Collected data:
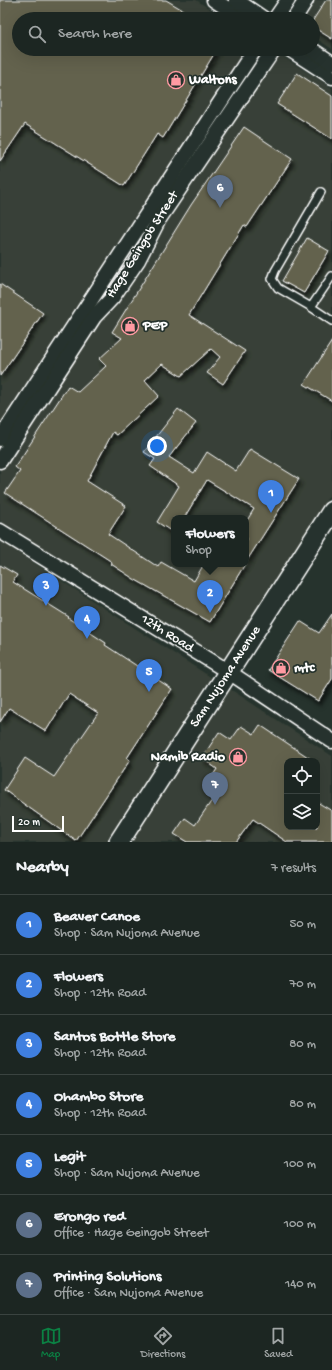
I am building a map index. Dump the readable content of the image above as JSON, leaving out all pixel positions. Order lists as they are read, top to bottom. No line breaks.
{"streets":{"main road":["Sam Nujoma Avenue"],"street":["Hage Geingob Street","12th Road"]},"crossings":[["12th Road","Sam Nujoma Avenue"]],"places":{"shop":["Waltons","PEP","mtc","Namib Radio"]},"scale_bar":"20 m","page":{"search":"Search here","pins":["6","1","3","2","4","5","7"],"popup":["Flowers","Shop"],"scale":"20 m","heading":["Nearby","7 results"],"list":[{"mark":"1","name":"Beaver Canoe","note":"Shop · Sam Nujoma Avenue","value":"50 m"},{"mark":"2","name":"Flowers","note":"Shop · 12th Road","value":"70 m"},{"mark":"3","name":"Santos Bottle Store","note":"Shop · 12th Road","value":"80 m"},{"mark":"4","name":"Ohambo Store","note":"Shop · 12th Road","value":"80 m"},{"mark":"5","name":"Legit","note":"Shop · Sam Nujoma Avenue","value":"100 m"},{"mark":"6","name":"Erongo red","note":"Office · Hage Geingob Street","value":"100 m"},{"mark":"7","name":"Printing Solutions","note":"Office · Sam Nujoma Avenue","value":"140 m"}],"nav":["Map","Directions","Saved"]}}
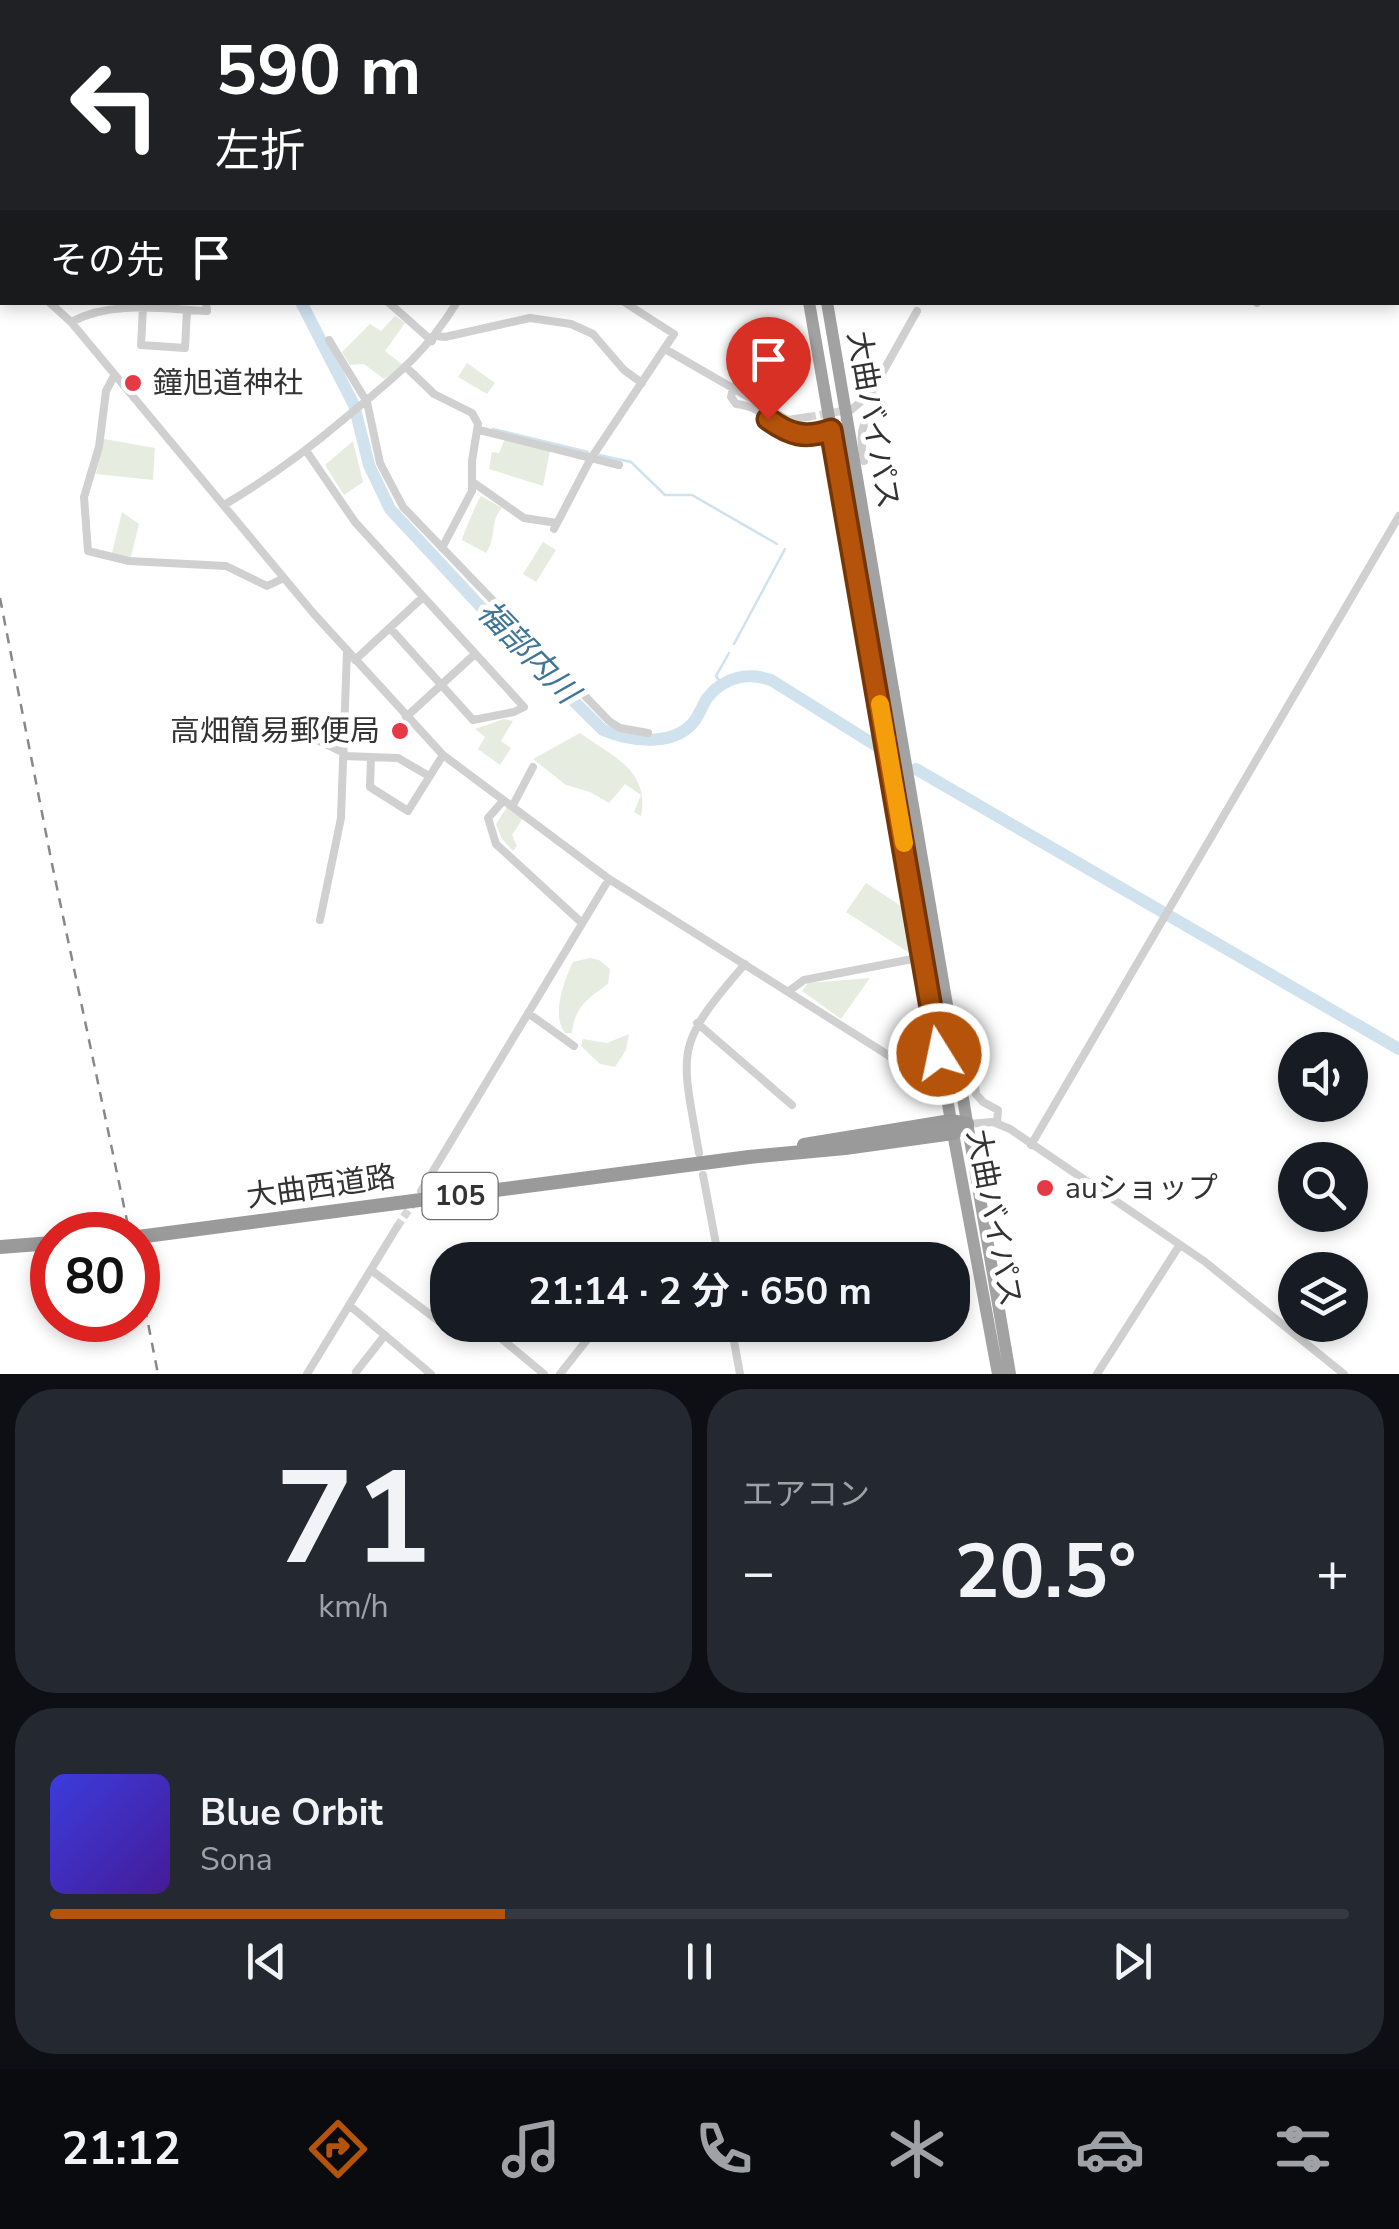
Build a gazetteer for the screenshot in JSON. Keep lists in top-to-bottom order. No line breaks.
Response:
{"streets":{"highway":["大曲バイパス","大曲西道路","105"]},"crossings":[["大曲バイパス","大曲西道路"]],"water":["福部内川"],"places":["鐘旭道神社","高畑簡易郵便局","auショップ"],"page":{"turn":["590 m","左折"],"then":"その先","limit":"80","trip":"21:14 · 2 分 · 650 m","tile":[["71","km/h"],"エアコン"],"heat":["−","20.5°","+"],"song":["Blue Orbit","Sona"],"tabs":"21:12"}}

...

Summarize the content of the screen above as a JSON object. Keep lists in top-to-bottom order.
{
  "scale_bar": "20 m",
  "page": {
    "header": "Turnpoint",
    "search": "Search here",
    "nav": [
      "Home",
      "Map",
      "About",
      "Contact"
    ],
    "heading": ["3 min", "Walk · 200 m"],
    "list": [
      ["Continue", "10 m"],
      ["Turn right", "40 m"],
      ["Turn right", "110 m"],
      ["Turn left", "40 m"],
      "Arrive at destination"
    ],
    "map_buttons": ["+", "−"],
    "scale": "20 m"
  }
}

§ Goal of the exercise:
Reproduce the data above exactly, but only from the line containing "I am building" through the line containing "Build a gazetteer"; skip the pictures.

§ Task solution:
I am building a map index. Dump the readable content of the image above as JSON, leaving out all pixel positions. Order lists as they are read, top to bottom. No line breaks.
{"streets":{"main road":["Sam Nujoma Avenue"],"street":["Hage Geingob Street","12th Road"]},"crossings":[["12th Road","Sam Nujoma Avenue"]],"places":{"shop":["Waltons","PEP","mtc","Namib Radio"]},"scale_bar":"20 m","page":{"search":"Search here","pins":["6","1","3","2","4","5","7"],"popup":["Flowers","Shop"],"scale":"20 m","heading":["Nearby","7 results"],"list":[{"mark":"1","name":"Beaver Canoe","note":"Shop · Sam Nujoma Avenue","value":"50 m"},{"mark":"2","name":"Flowers","note":"Shop · 12th Road","value":"70 m"},{"mark":"3","name":"Santos Bottle Store","note":"Shop · 12th Road","value":"80 m"},{"mark":"4","name":"Ohambo Store","note":"Shop · 12th Road","value":"80 m"},{"mark":"5","name":"Legit","note":"Shop · Sam Nujoma Avenue","value":"100 m"},{"mark":"6","name":"Erongo red","note":"Office · Hage Geingob Street","value":"100 m"},{"mark":"7","name":"Printing Solutions","note":"Office · Sam Nujoma Avenue","value":"140 m"}],"nav":["Map","Directions","Saved"]}}
Build a gazetteer for the screenshot in JSON. Keep lists in top-to-bottom order. No line breaks.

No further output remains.